我想知道是否应该以某种方式预处理 Rasa 的输入以防止 NoSQL 注入? 我尝试将自定义组件作为 Rasa NLU Pipeline 的一部分,但是一旦有东西到达 NLU 管道的第一个元素,原始文本似乎也保存在 Mongo.
domain_file
language: "de"
pipeline:
- name: "nlu_components.length_limiter.LengthLimiter"
- name: "tokenizer_whitespace"
- name: "intent_entity_featurizer_regex"
- name: "ner_crf"
- name: "ner_synonyms"
- name: "intent_featurizer_count_vectors"
- name: "intent_classifier_tensorflow_embedding"
length_limiter.py - 注意 "process" 方法
from rasa_nlu.components import Component
MAX_LENGTH = 300
class LengthLimiter(Component):
"""
This component shortens the input message to MAX_LENGTH chars
in order to prevent overloading the bot
"""
# Name of the component to be used when integrating it in a
# pipeline. E.g. ``[ComponentA, ComponentB]``
# will be a proper pipeline definition where ``ComponentA``
# is the name of the first component of the pipeline.
name = "LengthLimiter"
# Defines what attributes the pipeline component will
# provide when called. The listed attributes
# should be set by the component on the message object
# during test and train, e.g.
# ```message.set("entities", [...])```
provides = []
# Which attributes on a message are required by this
# component. e.g. if requires contains "tokens", than a
# previous component in the pipeline needs to have "tokens"
# within the above described `provides` property.
requires = []
# Defines the default configuration parameters of a component
# these values can be overwritten in the pipeline configuration
# of the model. The component should choose sensible defaults
# and should be able to create reasonable results with the defaults.
defaults = {
"MAX_LENGTH": 300
}
# Defines what language(s) this component can handle.
# This attribute is designed for instance method: `can_handle_language`.
# Default value is None which means it can handle all languages.
# This is an important feature for backwards compatibility of components.
language_list = None
def __init__(self, component_config=None):
super(LengthLimiter, self).__init__(component_config)
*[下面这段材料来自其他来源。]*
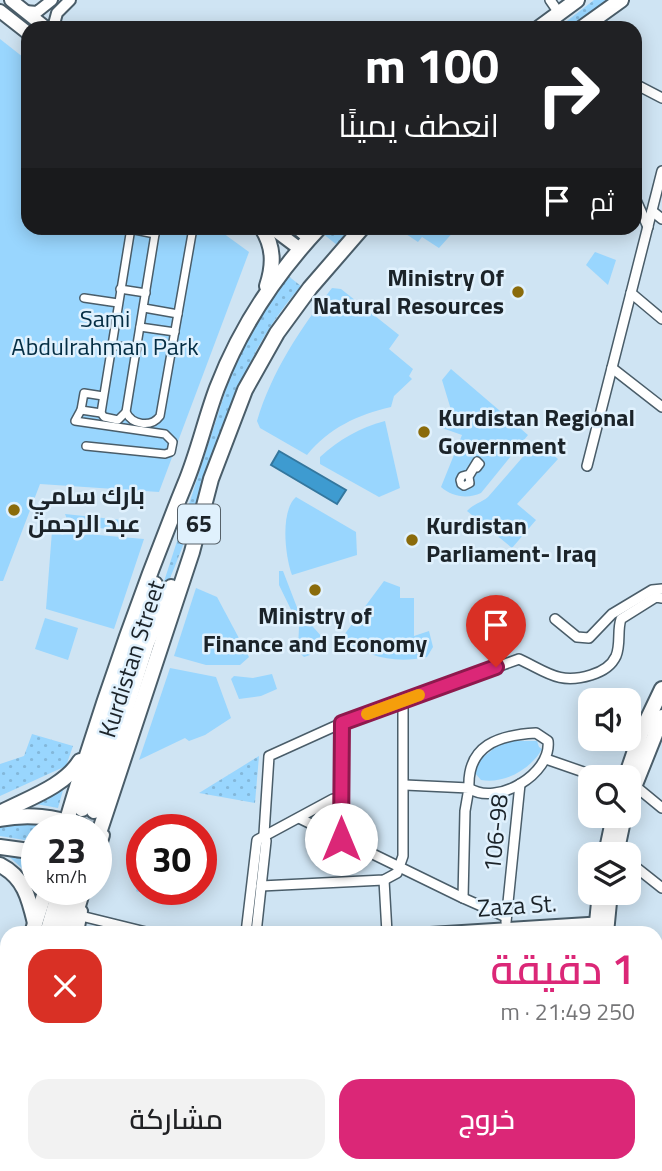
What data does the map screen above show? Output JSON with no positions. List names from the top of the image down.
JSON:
{
  "streets": {
    "main road": ["65", "Kurdistan Street"],
    "street": ["106-98", "Zaza St."]
  },
  "crossings": [
    ["106-98", "Zaza St."]
  ],
  "parks": ["Sami Abdulrahman Park"],
  "places": [
    "Ministry Of Natural Resources",
    "Kurdistan Regional Government",
    "بارك سامي عبد الرحمن",
    "Kurdistan Parliament- Iraq",
    "Ministry of Finance and Economy"
  ],
  "page": {
    "turn": ["100 m", "انعطف يمينًا"],
    "then": "ثم",
    "speed": "23 km/h",
    "limit": "30",
    "heading": ["1 دقيقة", "250 m · 21:49"],
    "buttons": ["خروج", "مشاركة"]
  }
}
def train(self, training_data, cfg, **kwargs):
"""Train this component.
This is the components chance to train itself provided
with the training data. The component can rely on
any context attribute to be present, that gets created
by a call to :meth:`components.Component.pipeline_init`
of ANY component and
on any context attributes created by a call to
:meth:`components.Component.train`
of components previous to this one."""
pass
def process(self, message, **kwargs):
"""Process an incoming message.
This is the components chance to process an incoming
message. The component can rely on
any context attribute to be present, that gets created
by a call to :meth:`components.Component.pipeline_init`
of ANY component and
on any context attributes created by a call to
:meth:`components.Component.process`
of components previous to this one."""
message.text = message.text[:self.defaults["MAX_LENGTH"]]
def persist(self, model_dir):
"""Persist this component to disk for future loading."""
pass
@classmethod
def load(cls, model_dir=None, model_metadata=None, cached_component=None,
**kwargs):
"""Load this component from file."""
if cached_component:
return cached_component
else:
component_config = model_metadata.for_component(cls.name)
return cls(component_config)
我在 mongo 追踪器商店玩了转,但无法注入任何东西。 然而,如果你想添加你自己的组件去绝对确定你必须实现你的 own input channel。在 Rasa Core 处理消息之前,您可以在那里更改消息。